Uruguay vuelve a colocarse ante una discusión de fondo que atraviesa a toda la sociedad: cómo garantizar espacios públicos más seguros y saludables para niños y familias. En ese marco, ingresó recientemente al Parlamento un proyecto de ley presentado por el diputado del Partido Nacional, Álvaro Dastugue, que propone prohibir el consumo de tabaco, cannabis y vapeo en plazas con juegos infantiles, parques y paradas de ómnibus, así como en un radio cercano a estos espacios.
La iniciativa ya comenzó su trámite en la Comisión de Salud Pública y Asistencia Social de la Cámara de Representantes y busca limitar la exposición involuntaria al humo y a los aerosoles en lugares donde la presencia de niñas y niños es central. En declaraciones realizadas a Montevideo Portal, el legislador señaló que el objetivo es “proteger a la población, especialmente a los más vulnerables”, y remarcó la importancia de cuidar el entorno en el que niños y familias desarrollan actividades recreativas y cotidianas.
El debate no surge en un vacío. Uruguay cuenta con antecedentes fuertes en materia de políticas de salud pública. A mediados de la década pasada, durante un gobierno del Frente Amplio, el país avanzó con la ley que estableció espacios cerrados 100% libres de humo de tabaco. Aquella decisión, que en su momento generó controversias, terminó siendo ampliamente aceptada y hoy forma parte de la vida cotidiana de los uruguayos, consolidándose como una política exitosa y reconocida a nivel internacional.
Ahora, la discusión se traslada a los espacios abiertos y al uso compartido del espacio público. El proyecto no plantea una discusión sobre consumos individuales, sino sobre convivencia, prevención y cuidado, especialmente cuando se trata de ámbitos frecuentados por niños. En ese sentido, el propio Dastugue ha insistido públicamente en que la propuesta apunta a reducir riesgos evitables y a generar entornos más saludables para todos.
El Parlamento tendrá la tarea de analizar el alcance de la medida, escuchar a los distintos actores y evaluar su implementación. Como ya ocurrió en otras oportunidades, el debate democrático será clave para encontrar equilibrios y consensos.
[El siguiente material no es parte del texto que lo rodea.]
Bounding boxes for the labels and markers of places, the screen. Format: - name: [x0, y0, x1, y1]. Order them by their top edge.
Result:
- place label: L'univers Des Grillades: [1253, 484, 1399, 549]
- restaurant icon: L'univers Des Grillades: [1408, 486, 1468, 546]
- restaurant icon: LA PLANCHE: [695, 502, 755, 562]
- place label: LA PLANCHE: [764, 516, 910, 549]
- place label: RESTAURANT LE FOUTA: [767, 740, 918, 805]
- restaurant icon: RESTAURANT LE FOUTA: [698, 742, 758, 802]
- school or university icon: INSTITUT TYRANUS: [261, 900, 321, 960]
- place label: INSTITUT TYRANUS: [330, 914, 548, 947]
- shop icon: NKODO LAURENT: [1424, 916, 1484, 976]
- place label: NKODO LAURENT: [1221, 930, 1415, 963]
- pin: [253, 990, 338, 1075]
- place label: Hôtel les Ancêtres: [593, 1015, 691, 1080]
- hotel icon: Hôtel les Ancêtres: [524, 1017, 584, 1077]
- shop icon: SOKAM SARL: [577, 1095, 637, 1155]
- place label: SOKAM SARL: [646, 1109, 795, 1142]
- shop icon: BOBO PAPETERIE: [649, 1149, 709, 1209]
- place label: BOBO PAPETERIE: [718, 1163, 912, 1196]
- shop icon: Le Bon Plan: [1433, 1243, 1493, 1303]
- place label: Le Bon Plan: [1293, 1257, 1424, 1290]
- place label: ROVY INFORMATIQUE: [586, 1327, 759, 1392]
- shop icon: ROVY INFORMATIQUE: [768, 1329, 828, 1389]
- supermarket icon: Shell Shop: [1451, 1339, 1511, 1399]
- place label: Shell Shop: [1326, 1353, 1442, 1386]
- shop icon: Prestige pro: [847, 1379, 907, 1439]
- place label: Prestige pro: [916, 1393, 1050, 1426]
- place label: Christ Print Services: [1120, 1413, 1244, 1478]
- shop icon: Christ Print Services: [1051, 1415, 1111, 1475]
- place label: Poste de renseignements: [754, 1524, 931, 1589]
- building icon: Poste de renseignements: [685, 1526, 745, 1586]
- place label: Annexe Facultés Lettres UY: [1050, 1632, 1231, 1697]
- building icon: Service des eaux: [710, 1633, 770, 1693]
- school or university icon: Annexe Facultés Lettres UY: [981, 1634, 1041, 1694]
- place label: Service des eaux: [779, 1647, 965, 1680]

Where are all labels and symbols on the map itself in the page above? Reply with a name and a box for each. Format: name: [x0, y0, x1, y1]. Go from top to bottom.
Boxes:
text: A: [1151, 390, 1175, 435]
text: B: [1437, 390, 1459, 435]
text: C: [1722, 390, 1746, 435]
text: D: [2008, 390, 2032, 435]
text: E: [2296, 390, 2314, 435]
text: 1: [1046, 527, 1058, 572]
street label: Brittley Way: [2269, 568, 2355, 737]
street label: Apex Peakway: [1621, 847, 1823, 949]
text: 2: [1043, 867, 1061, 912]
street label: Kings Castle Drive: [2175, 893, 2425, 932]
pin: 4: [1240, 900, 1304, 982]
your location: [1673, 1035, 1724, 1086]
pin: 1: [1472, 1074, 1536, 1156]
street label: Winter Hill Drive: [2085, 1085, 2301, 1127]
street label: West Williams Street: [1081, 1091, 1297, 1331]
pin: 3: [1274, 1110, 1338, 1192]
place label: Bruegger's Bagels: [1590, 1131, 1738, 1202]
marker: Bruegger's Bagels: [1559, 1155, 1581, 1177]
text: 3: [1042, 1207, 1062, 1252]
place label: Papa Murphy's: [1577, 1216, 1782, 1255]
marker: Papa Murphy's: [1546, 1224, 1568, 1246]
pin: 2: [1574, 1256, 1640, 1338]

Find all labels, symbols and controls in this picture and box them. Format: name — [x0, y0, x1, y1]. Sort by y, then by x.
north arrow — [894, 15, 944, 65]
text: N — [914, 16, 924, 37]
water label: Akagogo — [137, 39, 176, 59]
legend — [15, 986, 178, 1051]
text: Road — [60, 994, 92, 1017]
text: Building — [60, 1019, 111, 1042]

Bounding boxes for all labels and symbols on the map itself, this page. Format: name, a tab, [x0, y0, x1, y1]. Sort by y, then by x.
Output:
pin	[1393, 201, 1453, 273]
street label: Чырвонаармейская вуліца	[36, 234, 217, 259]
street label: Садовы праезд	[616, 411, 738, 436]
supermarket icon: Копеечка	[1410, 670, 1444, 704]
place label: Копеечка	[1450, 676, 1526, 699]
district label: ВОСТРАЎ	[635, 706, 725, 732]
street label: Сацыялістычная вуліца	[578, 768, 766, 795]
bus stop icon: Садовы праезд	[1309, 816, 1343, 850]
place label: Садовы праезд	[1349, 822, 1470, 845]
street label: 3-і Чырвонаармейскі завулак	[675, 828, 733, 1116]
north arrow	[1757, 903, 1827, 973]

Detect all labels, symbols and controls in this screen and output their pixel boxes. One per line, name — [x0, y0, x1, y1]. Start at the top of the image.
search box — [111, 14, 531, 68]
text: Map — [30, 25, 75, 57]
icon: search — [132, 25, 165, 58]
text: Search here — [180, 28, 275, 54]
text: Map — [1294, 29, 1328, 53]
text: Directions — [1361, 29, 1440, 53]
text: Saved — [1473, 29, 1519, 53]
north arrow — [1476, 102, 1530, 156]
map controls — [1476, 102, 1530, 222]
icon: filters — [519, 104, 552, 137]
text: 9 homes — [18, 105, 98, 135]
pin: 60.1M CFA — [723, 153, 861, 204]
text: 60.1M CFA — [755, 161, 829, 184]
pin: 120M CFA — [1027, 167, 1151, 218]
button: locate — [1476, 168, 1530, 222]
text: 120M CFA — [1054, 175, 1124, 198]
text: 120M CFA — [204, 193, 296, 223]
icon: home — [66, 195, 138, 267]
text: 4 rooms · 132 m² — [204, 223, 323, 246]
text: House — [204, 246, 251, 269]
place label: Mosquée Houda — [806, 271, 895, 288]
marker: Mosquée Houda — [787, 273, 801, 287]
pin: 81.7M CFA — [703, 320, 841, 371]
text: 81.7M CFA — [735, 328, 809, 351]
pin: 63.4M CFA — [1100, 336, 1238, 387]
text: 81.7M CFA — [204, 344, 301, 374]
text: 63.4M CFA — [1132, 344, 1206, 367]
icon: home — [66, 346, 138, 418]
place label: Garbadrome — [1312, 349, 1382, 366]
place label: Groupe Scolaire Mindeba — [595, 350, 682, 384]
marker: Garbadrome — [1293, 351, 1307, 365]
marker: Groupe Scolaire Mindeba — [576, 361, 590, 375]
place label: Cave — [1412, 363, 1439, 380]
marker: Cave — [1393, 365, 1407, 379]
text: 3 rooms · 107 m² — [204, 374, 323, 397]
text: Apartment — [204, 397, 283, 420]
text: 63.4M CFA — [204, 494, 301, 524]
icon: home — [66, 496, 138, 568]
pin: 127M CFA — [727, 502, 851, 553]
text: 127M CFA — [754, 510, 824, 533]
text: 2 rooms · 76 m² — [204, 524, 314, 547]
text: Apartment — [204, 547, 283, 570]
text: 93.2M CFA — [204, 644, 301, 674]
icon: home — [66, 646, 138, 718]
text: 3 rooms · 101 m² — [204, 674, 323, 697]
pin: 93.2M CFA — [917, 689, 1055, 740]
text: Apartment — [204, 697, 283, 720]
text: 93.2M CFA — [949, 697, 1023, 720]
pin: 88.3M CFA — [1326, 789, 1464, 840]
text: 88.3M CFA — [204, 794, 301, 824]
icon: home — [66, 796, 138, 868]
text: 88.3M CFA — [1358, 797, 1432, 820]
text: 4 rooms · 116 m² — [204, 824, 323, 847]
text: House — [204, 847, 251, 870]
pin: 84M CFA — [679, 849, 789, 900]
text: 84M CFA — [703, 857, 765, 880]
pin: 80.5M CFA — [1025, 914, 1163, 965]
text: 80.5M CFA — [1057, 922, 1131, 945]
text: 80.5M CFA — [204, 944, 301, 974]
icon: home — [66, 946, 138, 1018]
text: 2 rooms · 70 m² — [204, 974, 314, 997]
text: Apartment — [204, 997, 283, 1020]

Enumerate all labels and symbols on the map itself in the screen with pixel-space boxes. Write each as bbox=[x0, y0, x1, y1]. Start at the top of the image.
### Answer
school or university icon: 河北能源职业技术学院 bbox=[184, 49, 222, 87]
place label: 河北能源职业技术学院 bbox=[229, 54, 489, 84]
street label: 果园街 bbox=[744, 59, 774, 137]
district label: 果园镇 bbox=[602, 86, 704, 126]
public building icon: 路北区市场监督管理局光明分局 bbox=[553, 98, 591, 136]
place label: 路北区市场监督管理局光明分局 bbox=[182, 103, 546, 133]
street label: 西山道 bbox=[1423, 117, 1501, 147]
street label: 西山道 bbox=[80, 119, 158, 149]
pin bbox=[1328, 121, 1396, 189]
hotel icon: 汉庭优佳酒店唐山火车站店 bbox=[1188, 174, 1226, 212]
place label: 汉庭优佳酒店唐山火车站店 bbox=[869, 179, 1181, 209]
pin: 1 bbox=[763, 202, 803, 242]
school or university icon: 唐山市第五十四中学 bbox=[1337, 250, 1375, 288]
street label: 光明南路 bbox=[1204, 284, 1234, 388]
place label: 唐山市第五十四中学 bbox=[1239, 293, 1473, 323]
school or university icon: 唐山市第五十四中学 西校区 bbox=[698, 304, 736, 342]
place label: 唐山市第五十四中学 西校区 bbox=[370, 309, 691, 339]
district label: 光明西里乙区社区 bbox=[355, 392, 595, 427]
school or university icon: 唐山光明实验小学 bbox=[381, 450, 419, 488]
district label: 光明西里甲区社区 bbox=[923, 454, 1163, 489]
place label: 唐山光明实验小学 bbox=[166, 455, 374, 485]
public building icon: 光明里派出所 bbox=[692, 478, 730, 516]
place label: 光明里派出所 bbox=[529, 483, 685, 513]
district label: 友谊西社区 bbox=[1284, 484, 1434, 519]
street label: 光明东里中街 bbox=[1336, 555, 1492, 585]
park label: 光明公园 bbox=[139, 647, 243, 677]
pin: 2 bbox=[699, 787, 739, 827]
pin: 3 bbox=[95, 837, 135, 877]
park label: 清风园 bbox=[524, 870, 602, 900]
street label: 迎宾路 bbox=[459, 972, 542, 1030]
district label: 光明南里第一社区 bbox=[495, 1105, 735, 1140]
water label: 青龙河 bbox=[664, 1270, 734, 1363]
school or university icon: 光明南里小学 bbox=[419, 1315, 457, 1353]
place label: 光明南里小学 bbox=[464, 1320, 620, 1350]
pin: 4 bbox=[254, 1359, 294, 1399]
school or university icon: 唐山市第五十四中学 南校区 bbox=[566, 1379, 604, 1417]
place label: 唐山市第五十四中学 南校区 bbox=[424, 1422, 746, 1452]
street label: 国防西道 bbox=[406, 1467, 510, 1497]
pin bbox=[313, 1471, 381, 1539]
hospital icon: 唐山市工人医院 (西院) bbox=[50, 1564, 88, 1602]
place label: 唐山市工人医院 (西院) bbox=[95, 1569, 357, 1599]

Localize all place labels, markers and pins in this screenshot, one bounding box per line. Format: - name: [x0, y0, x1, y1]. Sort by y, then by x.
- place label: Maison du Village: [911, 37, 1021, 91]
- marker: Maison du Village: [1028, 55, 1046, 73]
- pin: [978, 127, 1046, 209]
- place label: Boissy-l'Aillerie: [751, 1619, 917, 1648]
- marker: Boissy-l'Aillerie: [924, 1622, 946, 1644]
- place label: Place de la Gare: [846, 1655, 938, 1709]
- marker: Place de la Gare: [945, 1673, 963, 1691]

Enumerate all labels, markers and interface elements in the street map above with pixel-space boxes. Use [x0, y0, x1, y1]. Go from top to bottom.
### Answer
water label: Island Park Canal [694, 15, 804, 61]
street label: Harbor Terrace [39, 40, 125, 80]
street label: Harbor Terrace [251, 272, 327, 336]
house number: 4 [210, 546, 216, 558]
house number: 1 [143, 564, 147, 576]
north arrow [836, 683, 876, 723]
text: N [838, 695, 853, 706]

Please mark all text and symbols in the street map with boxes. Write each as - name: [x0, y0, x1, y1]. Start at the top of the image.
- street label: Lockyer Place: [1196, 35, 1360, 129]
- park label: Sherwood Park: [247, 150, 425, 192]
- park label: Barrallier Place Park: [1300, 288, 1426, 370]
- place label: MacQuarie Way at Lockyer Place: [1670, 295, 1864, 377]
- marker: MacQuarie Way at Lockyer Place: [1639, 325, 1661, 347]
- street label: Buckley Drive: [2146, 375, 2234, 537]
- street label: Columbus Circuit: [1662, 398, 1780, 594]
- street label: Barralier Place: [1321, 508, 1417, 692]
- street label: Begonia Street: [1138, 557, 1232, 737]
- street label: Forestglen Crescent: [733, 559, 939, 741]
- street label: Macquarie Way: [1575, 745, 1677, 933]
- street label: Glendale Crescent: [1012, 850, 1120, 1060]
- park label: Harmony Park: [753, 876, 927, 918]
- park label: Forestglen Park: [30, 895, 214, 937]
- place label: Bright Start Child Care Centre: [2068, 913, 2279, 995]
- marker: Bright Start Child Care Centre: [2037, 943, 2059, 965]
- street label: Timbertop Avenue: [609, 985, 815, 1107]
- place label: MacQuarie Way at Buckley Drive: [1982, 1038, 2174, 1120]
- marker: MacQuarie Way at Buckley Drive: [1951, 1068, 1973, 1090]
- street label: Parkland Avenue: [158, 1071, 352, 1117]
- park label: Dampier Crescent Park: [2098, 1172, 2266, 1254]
Lo cierto es que Uruguay se prepara para discutir nuevamente qué tipo de espacios públicos quiere promover. Y cuando el eje está puesto en el bienestar de la infancia y en el derecho de las familias a disfrutar del esparcimiento sin verse afectadas por hábitos ajenos, el tema trasciende lo partidario y se instala como una cuestión de interés general. Para muchos, el mensaje es claro: es tiempo de poner a los niños y a las familias en el centro de la agenda.